## GIVEN RECORDS
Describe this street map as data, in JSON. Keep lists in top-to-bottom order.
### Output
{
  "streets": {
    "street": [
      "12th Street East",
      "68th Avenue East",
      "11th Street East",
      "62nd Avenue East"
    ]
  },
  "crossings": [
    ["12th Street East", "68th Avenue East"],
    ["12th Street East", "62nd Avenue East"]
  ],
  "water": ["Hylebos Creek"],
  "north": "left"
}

## WHAT YOU WILL DO
Produce a verbatim transcript of the material above.

## THE COMPLETED TASK
Describe this street map as data, in JSON. Keep lists in top-to-bottom order.
### Output
{
  "streets": {
    "street": [
      "12th Street East",
      "68th Avenue East",
      "11th Street East",
      "62nd Avenue East"
    ]
  },
  "crossings": [
    ["12th Street East", "68th Avenue East"],
    ["12th Street East", "62nd Avenue East"]
  ],
  "water": ["Hylebos Creek"],
  "north": "left"
}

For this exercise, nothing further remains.